Thanks for the correction. Not being well-versed in AI tech, I misinterpreted what you wrote and assumed it might enable more granular feedback and iteration.
I think you’re arguing about slightly different things. OP said that image generation is useful despite all its shortcomings, and that the shortcomings are easy to deal with for humans. OP didn’t argue that the image generation AIs are actually smart. Just that they are useful tech for a variety of use cases.
This is key, we’re all pre-wired with fast correctness tests.
Are there other data types that match this?
Software (I mean the product, not the code)
Mundane tasks that can be visually inspected at the end (cleaning, organizing, maintenance and mechanical work)
Audio to a lesser degree
Honestly, I am still to see an AI generated image that makes me go "oh wow". It's missing those 10 last percents that always seem to elude neural networks.
Also, the very bad press gen AI gets is very much slowing down adoption. Particularly among the creative-minded people, who would be the most likely users.
Hop on civitai
There's plenty of mindblowing images
LLM is a breakthrough for human to computer interface.
The knowledge answering is secondary in my opinion
I think it's easy to totally miss that LLMs are just being completely and quietly subsumed into a ton of products. They have been far more successful, and many image generation models use LLMs on the backend to generate "better" prompts for the models themselves. LLMs are the bedrock
I agree, but I'm a bit biased, our start-up www.sticky.study is in this space.

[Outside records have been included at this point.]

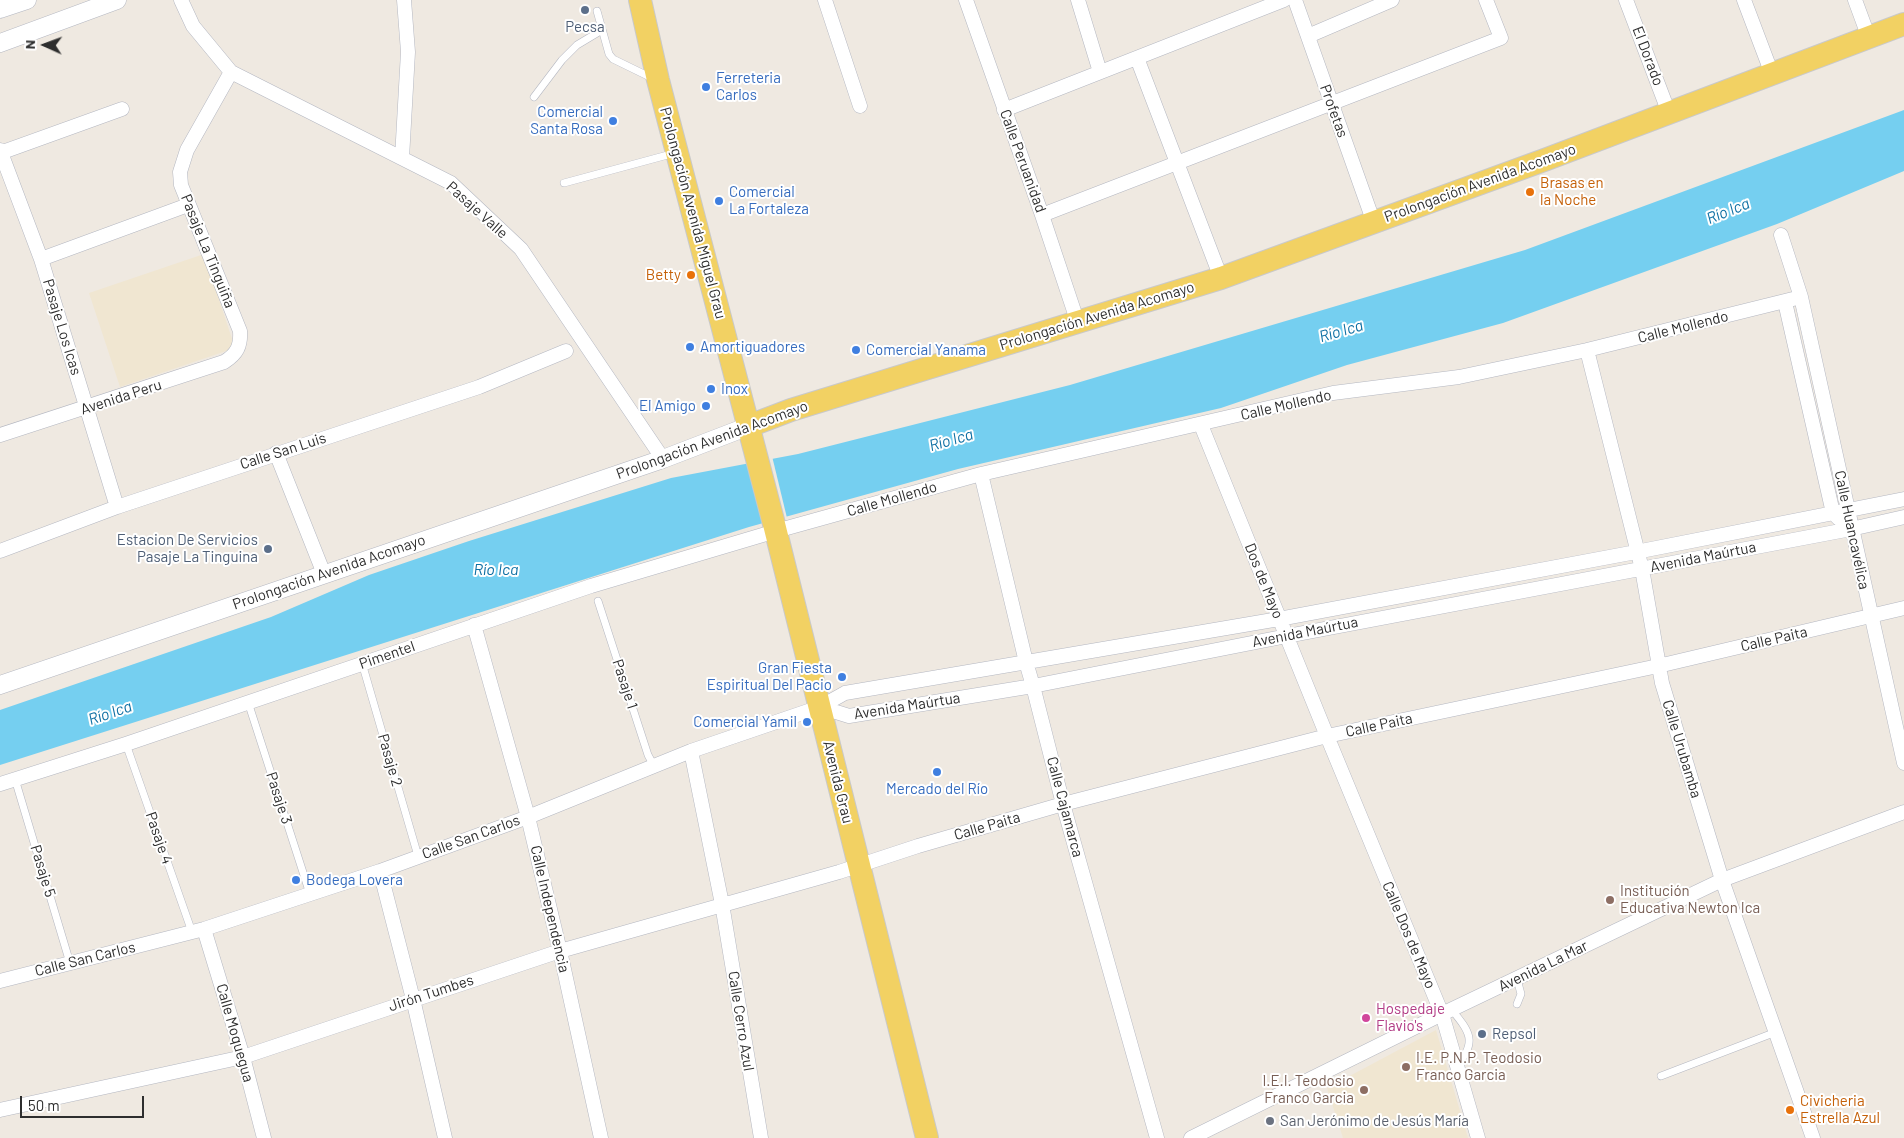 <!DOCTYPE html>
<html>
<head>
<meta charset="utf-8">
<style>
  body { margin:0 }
  #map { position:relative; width:1904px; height:1138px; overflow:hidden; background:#efe9e1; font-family:Barlow,sans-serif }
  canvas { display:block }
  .north { position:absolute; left:20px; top:20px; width:50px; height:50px; -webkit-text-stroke:4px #fff; paint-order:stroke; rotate:272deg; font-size:14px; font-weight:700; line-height:20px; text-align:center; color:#2e2e2e }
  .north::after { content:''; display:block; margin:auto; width:18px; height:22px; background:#2e2e2e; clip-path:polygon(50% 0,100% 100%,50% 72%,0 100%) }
  .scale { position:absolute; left:20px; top:1096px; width:124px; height:22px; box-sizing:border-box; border:2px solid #2e2e2e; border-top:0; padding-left:6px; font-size:15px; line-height:18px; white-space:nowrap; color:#2e2e2e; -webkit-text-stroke:4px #fff; paint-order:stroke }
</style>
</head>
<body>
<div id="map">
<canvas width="1904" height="1138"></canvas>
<div class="north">N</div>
<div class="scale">50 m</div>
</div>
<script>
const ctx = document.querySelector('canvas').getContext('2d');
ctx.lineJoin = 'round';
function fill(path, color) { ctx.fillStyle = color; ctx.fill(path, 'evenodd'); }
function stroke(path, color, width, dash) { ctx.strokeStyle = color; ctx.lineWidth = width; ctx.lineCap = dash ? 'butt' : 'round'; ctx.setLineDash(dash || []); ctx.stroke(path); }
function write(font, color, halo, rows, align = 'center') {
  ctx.font = font + ' Barlow,sans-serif'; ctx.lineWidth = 4; ctx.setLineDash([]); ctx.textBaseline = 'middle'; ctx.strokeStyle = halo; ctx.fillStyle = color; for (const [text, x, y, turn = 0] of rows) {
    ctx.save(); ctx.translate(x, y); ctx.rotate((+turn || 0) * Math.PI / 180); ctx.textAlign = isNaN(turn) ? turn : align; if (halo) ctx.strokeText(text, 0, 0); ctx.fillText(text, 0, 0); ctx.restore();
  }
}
fill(new Path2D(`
  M 204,254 L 235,348 L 120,387 L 89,293 Z
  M 1436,1030 L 1468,1138 L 1343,1138 L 1327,1088 Z`), '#f0e6d1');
fill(new Path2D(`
  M 1904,110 L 1904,171 L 1777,224 L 1503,323 L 1347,365 L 1221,408 L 958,469 L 749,527 L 0,765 L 0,710 L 271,617 L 369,575 L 469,541 L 671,478 L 798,454 L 1070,385 L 1525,250 Z`), '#75cff0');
fill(new Path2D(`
  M 772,456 L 787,518 L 768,523 L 752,460 Z`), '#efe9e1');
const service = new Path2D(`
  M 597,11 L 609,54 L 613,59 L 652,78
  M 534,97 L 562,60 L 577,45 L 602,30
  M 564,183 L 675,153
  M 598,601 L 648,755 L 654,766
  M 362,663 L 418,856
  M 248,702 L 310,894
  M 126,744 L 192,932
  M 15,779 L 70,963
  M 1517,979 L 1521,994 L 1517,1004
  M 1452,1010 C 1469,1031 1478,1042 1457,1065
  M 1661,1076 L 1776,1032`);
const minor = new Path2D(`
  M 181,0 L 193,26 L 231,72 L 451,183 L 521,249 L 663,459
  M 825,0 L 860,106
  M 966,0 L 1042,215 L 1078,323
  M 1078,0 L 1100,72
  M 1295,0 L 1374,223
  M 1626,0 L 1669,113
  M 1744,0 L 1772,74
  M 1855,0 L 1869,38
  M 1308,36 L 1392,0
  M 1137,58 L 1221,278
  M 1004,110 L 1284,0
  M 0,150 L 41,259 L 117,507
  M 0,153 L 122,109
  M 402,158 L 408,52 L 404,0
  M 1042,215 L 1501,38 L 1486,0
  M 1781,235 L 1801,297 L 1904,763
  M 41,259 L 188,205
  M 1785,302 L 1833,513 L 1839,519
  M 1587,350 L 1642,569 L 1662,683 L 1722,880 L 1813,1138
  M 1201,425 L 1327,736 L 1442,1014 L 1478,1138
  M 0,435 L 224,362 C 237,354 241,346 240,331 L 181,185 L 180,172 L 187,150 L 231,72
  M 276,453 L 324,574
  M 981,474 L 1026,662 L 1033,686 L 1063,804 L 1157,1138
  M 0,551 L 117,507 L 479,387 L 566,351
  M 474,625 L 528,817 L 560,951 L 601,1138
  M 820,707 L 849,716 L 1033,686 L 1287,636 L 1851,529 L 1904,517
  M 691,751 L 722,904 L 761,1138
  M 0,784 L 126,744 L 591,586 L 776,531 L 981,474 L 1333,393 L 1459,377 L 1587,350 L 1801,297
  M 380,871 L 413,999 L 445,1138
  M 204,929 L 243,1057 L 264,1138
  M 0,981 L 204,929 L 380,871 L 528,817 L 691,751 L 820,707 L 845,693 L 1279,619 L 1636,552 L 1904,499
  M 0,1110 L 243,1057 L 560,951 L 839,872 L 918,846 L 1063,804 L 1327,736 L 1658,666 L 1904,608
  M 1191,1138 L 1442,1014 L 1722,880 L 1904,812`);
const tertiary = new Path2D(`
  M 0,9 L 27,0
  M 0,43 L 117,0
  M 0,685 L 663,459 L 749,426`);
const primary = new Path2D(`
  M 640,0 L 658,80 L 774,524 L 927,1138
  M 749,426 L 791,410 L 1221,278 L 1547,159 L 1904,24`);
stroke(service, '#b4b7c1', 8);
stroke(minor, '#b4b7c1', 15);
stroke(tertiary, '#b4b7c1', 19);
stroke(primary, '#c9c9c9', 24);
stroke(service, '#fff', 7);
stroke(minor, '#fff', 14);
stroke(tertiary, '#fff', 18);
stroke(primary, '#f2d163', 22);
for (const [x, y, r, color] of [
  [585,10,5,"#5c6f8a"],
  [706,87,5,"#3f7fe0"],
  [613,121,5,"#3f7fe0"],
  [1530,192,5,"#e8710a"],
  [719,201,5,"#3f7fe0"],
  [691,275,5,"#e8710a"],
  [690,347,5,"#3f7fe0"],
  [856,350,5,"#3f7fe0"],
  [711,389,5,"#3f7fe0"],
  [706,406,5,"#3f7fe0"],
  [268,549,5,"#5c6f8a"],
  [842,677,5,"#3f7fe0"],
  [807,722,5,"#3f7fe0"],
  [937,772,5,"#3f7fe0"],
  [296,880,5,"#3f7fe0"],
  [1610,900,5,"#8d6e63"],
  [1366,1018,5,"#d1479c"],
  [1482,1034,5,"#5c6f8a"],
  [1406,1067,5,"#8d6e63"],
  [1364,1090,5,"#8d6e63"],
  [1790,1110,5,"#e8710a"],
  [1270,1121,5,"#6b7280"]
]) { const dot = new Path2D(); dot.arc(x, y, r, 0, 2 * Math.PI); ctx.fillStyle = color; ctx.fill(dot); stroke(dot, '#fff', 2); }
write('15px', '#4e5e75', '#fff', [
  ["Pecsa",585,27],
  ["Estacion De Servicios",258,540,"right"],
  ["Pasaje La Tinguina",258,557,"right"],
  ["Repsol",1492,1034,"left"]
]);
write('15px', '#2e2e2e', '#fff', [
  ["El Dorado",1648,56,69],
  ["Profetas",1334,111,70],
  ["Calle Peruanidad",1023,161,70],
  ["Prolongación Avenida Acomayo",1480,183,-20],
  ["Pasaje Valle",477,210,42],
  ["Prolongación Avenida Miguel Grau",693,213,75],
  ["Pasaje La Tinguiña",208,251,68],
  ["Prolongación Avenida Acomayo",1097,316,-17],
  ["Pasaje Los Icas",62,327,73],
  ["Calle Mollendo",1683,327,-14],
  ["Avenida Peru",121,397,-18],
  ["Calle Mollendo",1286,405,-13],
  ["Prolongación Avenida Acomayo",712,440,-20],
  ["Calle San Luis",283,451,-18],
  ["Calle Mollendo",892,499,-16],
  ["Calle Huancavélica",1852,530,78],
  ["Avenida Maúrtua",1703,557,-11],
  ["Prolongación Avenida Acomayo",329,572,-19],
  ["Dos de Mayo",1264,581,68],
  ["Avenida Maúrtua",1305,632,-11],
  ["Calle Paita",1774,639,-13],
  ["Pimentel",387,655,-19],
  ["Pasaje 1",625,684,72],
  ["Avenida Maúrtua",907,706,-9],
  ["Calle Paita",1379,725,-12],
  ["Calle Urubamba",1682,749,73],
  ["Pasaje 2",390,760,74],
  ["Avenida Grau",838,782,76],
  ["Pasaje 3",279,798,72],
  ["Calle Cajamarca",1065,807,75],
  ["Calle Paita",987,826,-16],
  ["Calle San Carlos",471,837,-20],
  ["Pasaje 4",159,838,71],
  ["Pasaje 5",43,871,73],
  ["Calle Independencia",550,909,77],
  ["Calle Dos de Mayo",1409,935,67],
  ["Calle San Carlos",85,959,-14],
  ["Avenida La Mar",1543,966,-26],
  ["Jirón Tumbes",431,993,-18],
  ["Calle Cerro Azul",741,1021,81],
  ["Calle Moquegua",235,1033,74]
]);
write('15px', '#366cbe', '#fff', [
  ["Ferreteria",716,78],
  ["Carlos",716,95],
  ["Comercial",603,112,"right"],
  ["Santa Rosa",603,129,"right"],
  ["Comercial",729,192],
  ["La Fortaleza",729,209],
  ["Amortiguadores",700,347],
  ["Comercial Yanama",866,350],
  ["Inox",721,389],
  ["El Amigo",696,406,"right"],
  ["Gran Fiesta",832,668,"right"],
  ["Espiritual Del Pacio",832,685,"right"],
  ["Comercial Yamil",797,722,"right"],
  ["Mercado del Río",937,789,"center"],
  ["Bodega Lovera",306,880]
], 'left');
write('15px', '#c56008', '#fff', [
  ["Brasas en",1540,183],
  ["la Noche",1540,200],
  ["Betty",681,275,"right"],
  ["Civicheria",1800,1101],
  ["Estrella Azul",1800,1118]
], 'left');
write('15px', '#785e54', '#fff', [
  ["Institución",1620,891],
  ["Educativa Newton Ica",1620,908],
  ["I.E. P.N.P. Teodosio",1416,1058],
  ["Franco Garcia",1416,1075],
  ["I.E.I. Teodosio",1354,1081,"right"],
  ["Franco Garcia",1354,1098,"right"]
], 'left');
write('15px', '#b23c85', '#fff', [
  ["Hospedaje",1376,1009],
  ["Flavio's",1376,1026]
], 'left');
write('15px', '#5b616d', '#fff', [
  ["San Jerónimo de Jesús María",1280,1121]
], 'left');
write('italic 16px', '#0d6fa3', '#fff', [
  ["Río Ica",1728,211,-22],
  ["Río Ica",1341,331,-16],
  ["Río Ica",951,440,-16],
  ["Río Ica",496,570],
  ["Río Ica",110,713,-19]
]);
</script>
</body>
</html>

What we've seen over the last year trying out dozens of models and AI workflows, is that the fit of 1.) error tolerance of a model to 2.) its working context, is super important.
AI hallucinations break a lot of otherwise useful implementations. It's just not trustworthy enough. Even with AI imagery, some use cases require precision - AI photoshoots and brand advertising come to mind.
The sweet spot seems to be as part of a pipeline where the user only needs a 90% quality output. Or you have a human + computer workflow - a type of "Centaur" - similar to Moravec's Paradox.
Image models are a great way to understand generate AI. It's like surveying a battlefield from the air as opposed to the ground.